Subject to Section 1.03 (b) of this Article, within sixty days of the
Corporation's receipt of such request, the Corporation shall pay or reimburse
the Director or Officer for the entire amount of Liabilities incurred by the
Director or Officer in connection with the subject Proceeding (net of any
Expenses previously advanced pursuant to Section 1.05 of this Article).

         (b) No indemnification shall be required to be paid by the Corporation
pursuant to Section 1.03 (a) of this Article if, within such sixty-day period:
(i) a Disinterested Quorum, by a majority vote thereof, determines that the
Director or Officer requesting indemnification engaged in misconduct
constituting a Breach of Duty; or (ii) a Disinterested Quorum cannot be
obtained.

         (c) In either case of nonpayment pursuant to Section 1.03 (b) of this
Article, the Board shall immediately authorize by resolution that an Authority,
as provided in Section 1.04 of this Article, determine whether the Director's
or Officer's conduct constituted a Breach of Duty and, therefore, whether
indemnification should be denied hereunder.

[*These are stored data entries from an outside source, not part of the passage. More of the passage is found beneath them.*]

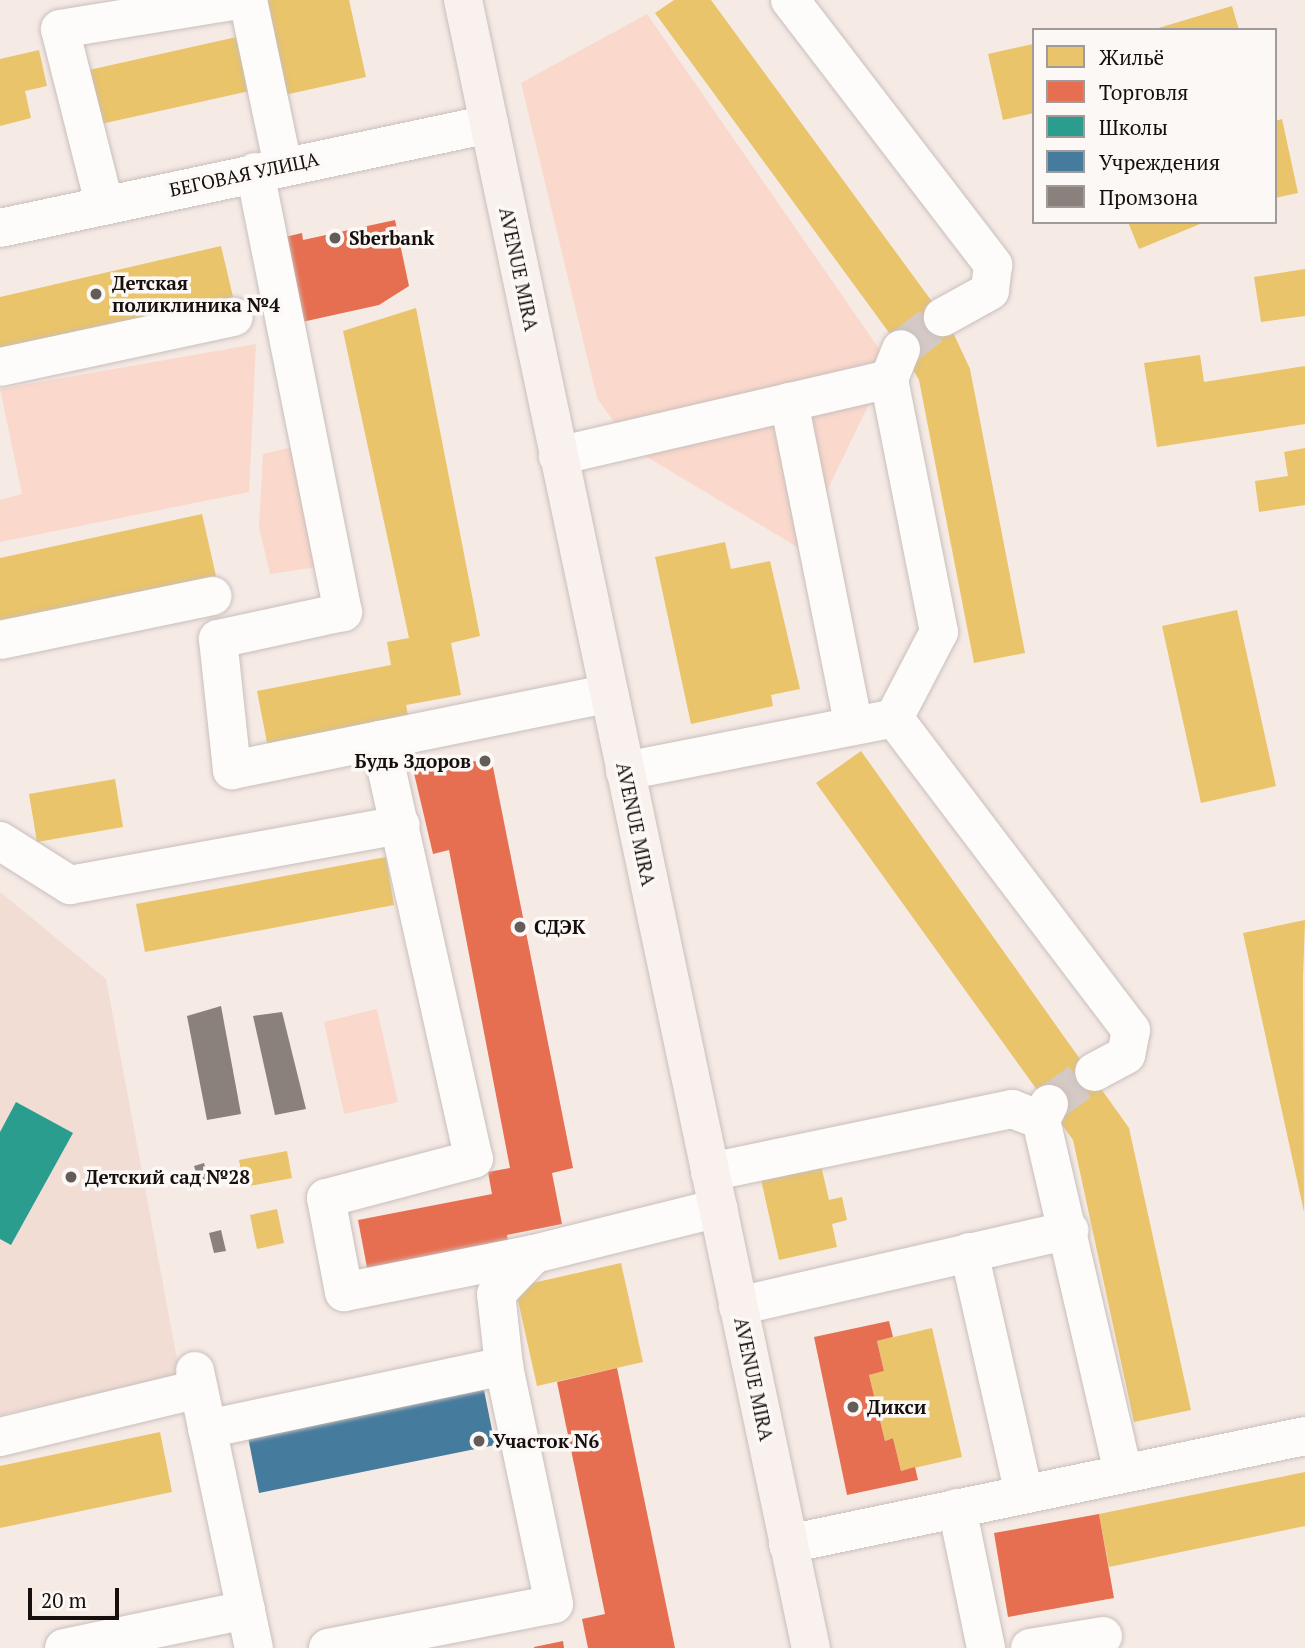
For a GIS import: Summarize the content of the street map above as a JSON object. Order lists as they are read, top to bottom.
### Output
{
  "streets": {
    "main road": ["AVENUE MIRA"],
    "street": ["БЕГОВАЯ УЛИЦА"]
  },
  "crossings": [
    ["БЕГОВАЯ УЛИЦА", "AVENUE MIRA"]
  ],
  "places": [
    "Sberbank",
    "Детская поликлиника №4",
    "Будь Здоров",
    "СДЭК",
    "Детский сад №28",
    "Дикси",
    "Участок N6"
  ],
  "legend": [
    "Жильё",
    "Торговля",
    "Школы",
    "Учреждения",
    "Промзона"
  ],
  "scale_bar": "20 m"
}
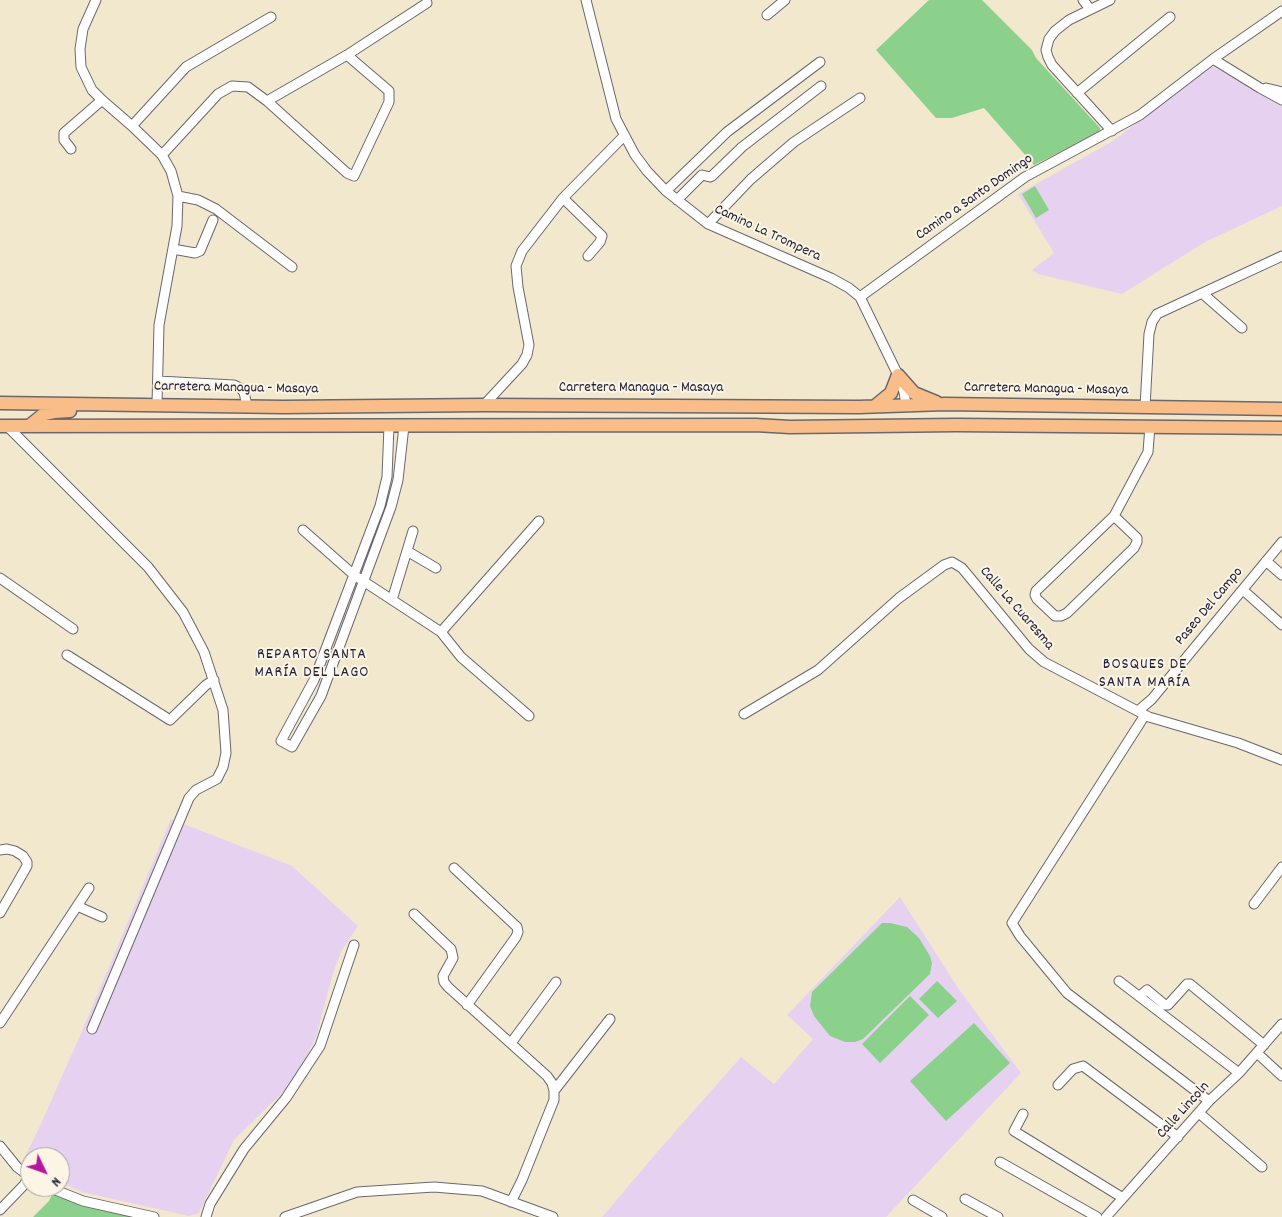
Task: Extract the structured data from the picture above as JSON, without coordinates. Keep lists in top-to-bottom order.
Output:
{
  "streets": {
    "highway": ["Carretera Managua - Masaya"],
    "street": [
      "Camino a Santo Domingo",
      "Camino La Trompera",
      "Paseo Del Campo",
      "Calle La Cuaresma",
      "Calle Lincoln"
    ]
  },
  "crossings": [
    ["Camino a Santo Domingo", "Camino La Trompera"],
    ["Paseo Del Campo", "Calle La Cuaresma"],
    ["Paseo Del Campo", "Calle Lincoln"]
  ],
  "districts": ["REPARTO SANTA MARÍA DEL LAGO", "BOSQUES DE SANTA MARÍA"],
  "north": "bottom right"
}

         (d) (i) If the Board does not authorize an Authority to determine the
Director's or Officer's right to indemnification hereunder within such
sixty-day period and/or (ii) if indemnification of the requested amount of
Liabilities is paid by the Corporation, then it shall be conclusively presumed
for all purposes that a Disinterested Quorum has determined that the Director
or Officer did not engage in misconduct constituting a Breach of Duty and, in
the case of subsection (i) above (but not subsection (ii)), indemnification by
the Corporation of the requested amount of Liabilities shall be paid to the
Officer or Director immediately.

         Section 1.04.  Determination of Indemnification.

         (a) When the Board authorized an Authority to determine a Director's
or Officer's right to indemnification pursuant to Section 1.03 of this Article,
then the Director or Officer requesting indemnification shall have the absolute
discretionary authority to select one of the following as such Authority:

              (i) An independent legal counsel; provided, that such counsel
shall be mutually selected by such Director or Officer and by a majority vote
of a Disinterested Quorum or, if a Disinterested Quorum cannot be obtained,
then by a majority vote of the Board;

              (ii) A panel of three arbitrators selected from the panels of
arbitrators of the American Arbitration Association in Milwaukee, Wisconsin;
provided, that (A) one arbitrator shall be selected by such Director or
Officer, the second arbitrator shall be selected by a majority vote of a
Disinterested Quorum or, if a Disinterested Quorum cannot be obtained, then by
a majority vote of the Board, and the third arbitrator shall be selected by the
two previously selected arbitrators; and (B) in all other respects, such panel
shall be governed by the American Arbitration Association's then existing
Commercial Arbitration Rules; or

              (iii) A court pursuant to and in accordance with Section 180.0854
of the Statute.



                                      -27-

<PAGE>   10

         (b) In any such determination by the selected Authority there shall
exist a rebuttable presumption that the Director's or Officer's conduct did not
constitute a Breach of Duty and that indemnification against the requested
amount of Liabilities is required. The burden of rebutting such a presumption
by clear and convincing evidence shall be on the Corporation or such other
party asserting that such indemnification should not be allowed.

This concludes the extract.